Graves notes, however, that DMRT1 might work in concert with a gene on the W chromosome that enhances the dose signal coming from the master regulator. "A two-to-one ratio is a bit dicey," she says. "With something as important as sex you'd want to be a bit more robust than that."
DMRT1 has already been implicated in sexual development in insects, nematodes, and even humans — deletions in the gene on human chromosome 9 can turn boys into girls, for example3. But in humans, other placental mammals and marsupials, a gene called SRY now dominates the sex determination pathway. DMRT1's central role in sex determination in birds — one of our closest non-mammalian relatives — suggests that SRY may have usurped DMRT1 at some point in our own ancestry, Smith says.

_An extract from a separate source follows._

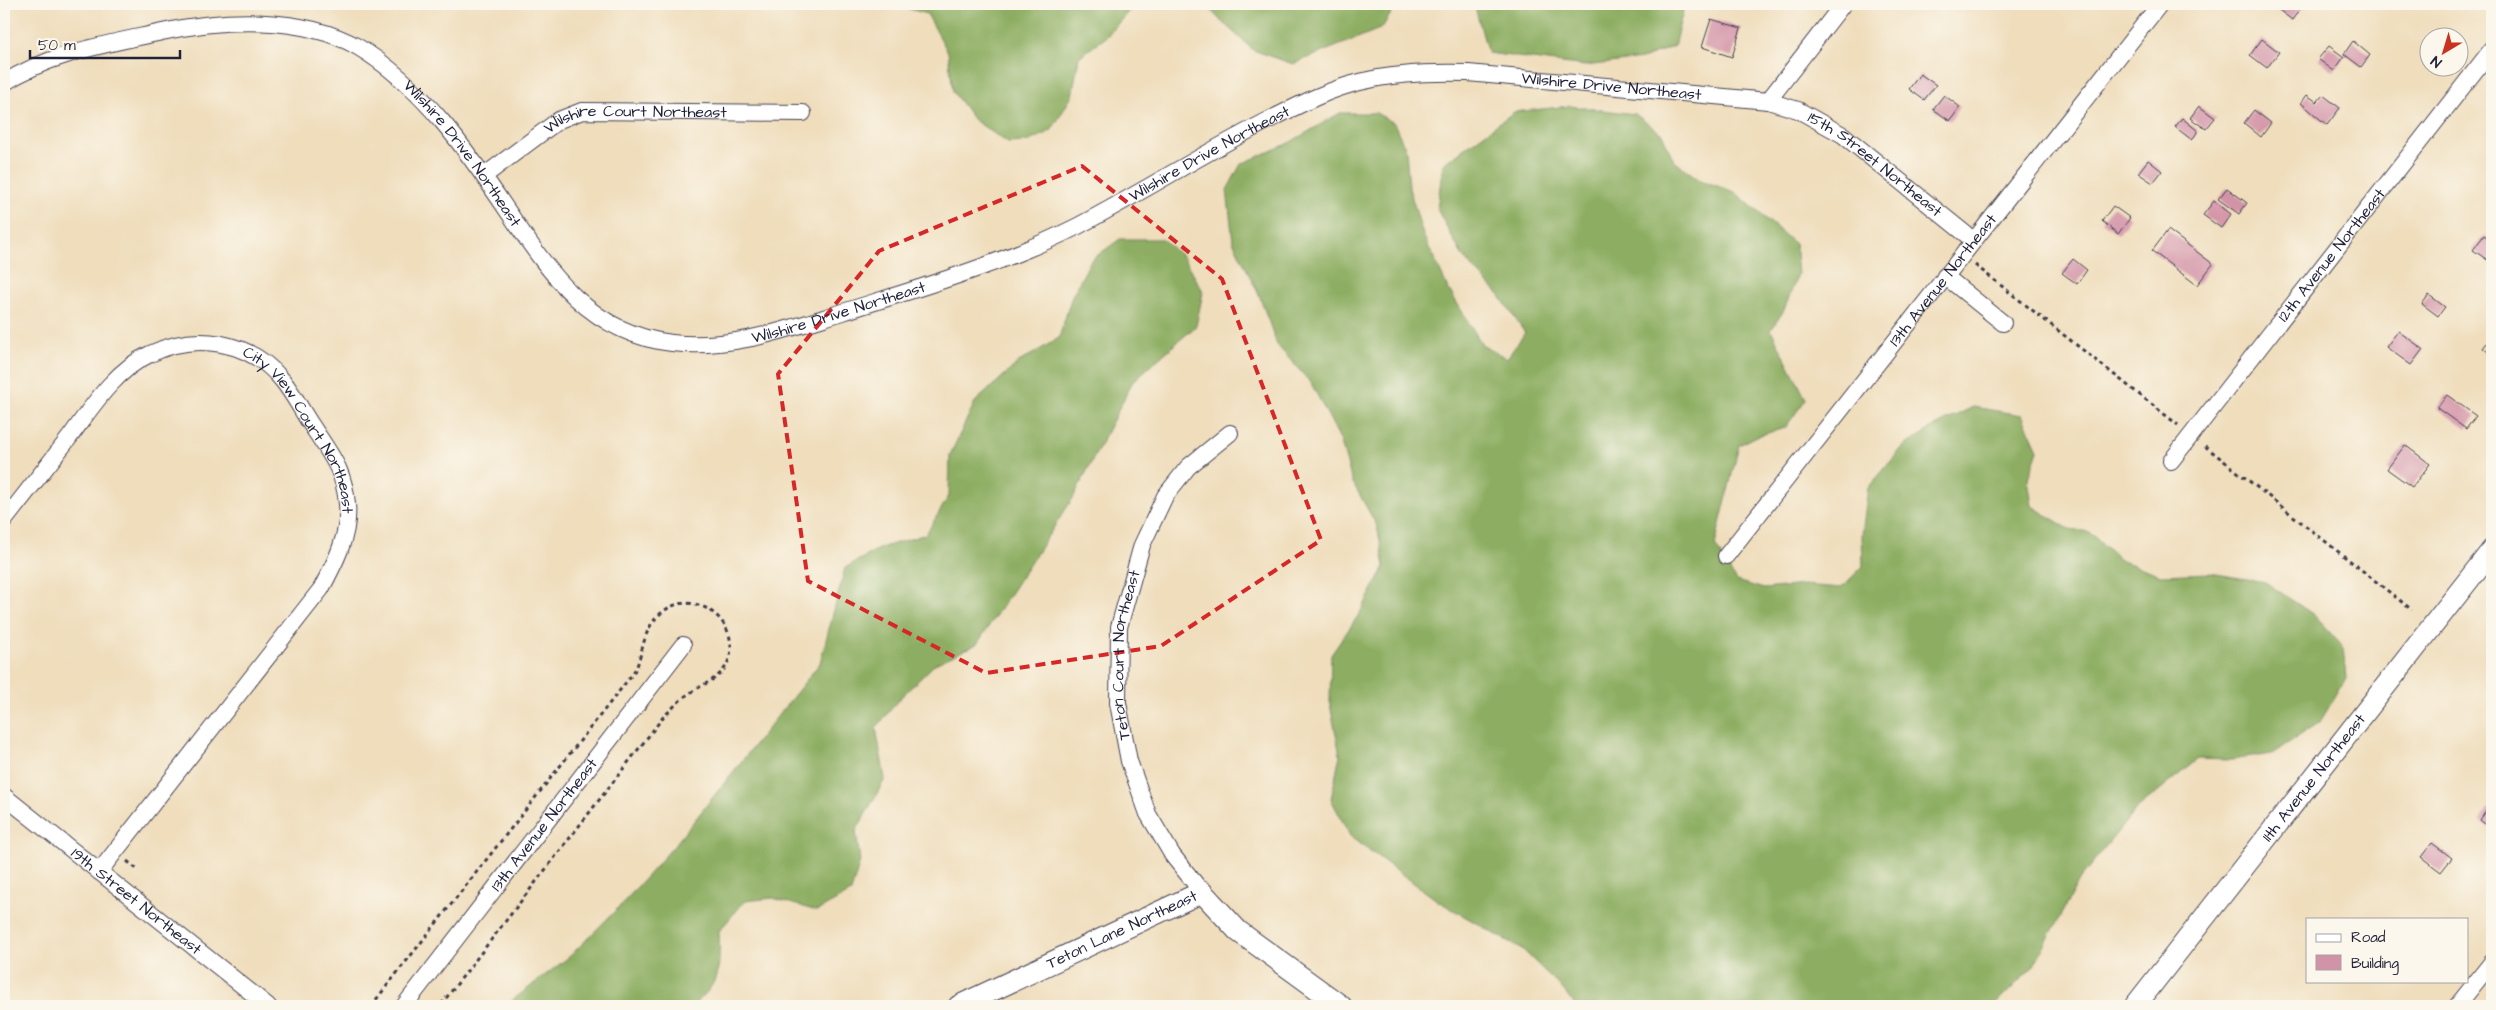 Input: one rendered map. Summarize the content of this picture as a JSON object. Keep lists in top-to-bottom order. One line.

Hans Ellegren, an evolutionary biologist at Uppsala University in Sweden, says that the new findings are consistent with the dose hypothesis, but they don't definitively show that it is the number of gene copies — rather than the expression levels of those genes — that is the key factor.
"The experiments cannot formally exclude the dominant-W hypothesis," he adds, explaining that there could be a W-linked gene in females that suppresses DMRT1 to prevent male development.
Ideally, says Smith, he would also like to increase the expression of DMRT1 to show that it led to masculinization of genetically female chicks. But when he tried using a virus to boost expression levels, all the embryos died after four days — before their gonads started to develop. He is now attempting to overexpress DMRT1 only in the gonads, as well as breeding his feminized ZZ birds to maturity. He expects that they will grow into apparently female birds. "The question is, would they be fertile at the adult stage?"
- Smith, C. A. et al. Nature advance online publication doi:10.1038/nature08298 (2009).
- Smith, C. A., Roeszler, K. N. & Sinclair, A. H. Int. J. Dev. Biol. 53, 59-67 (2009).
- Raymond, C. S. et al. Genes Dev. 14, 2587–2595 (2000).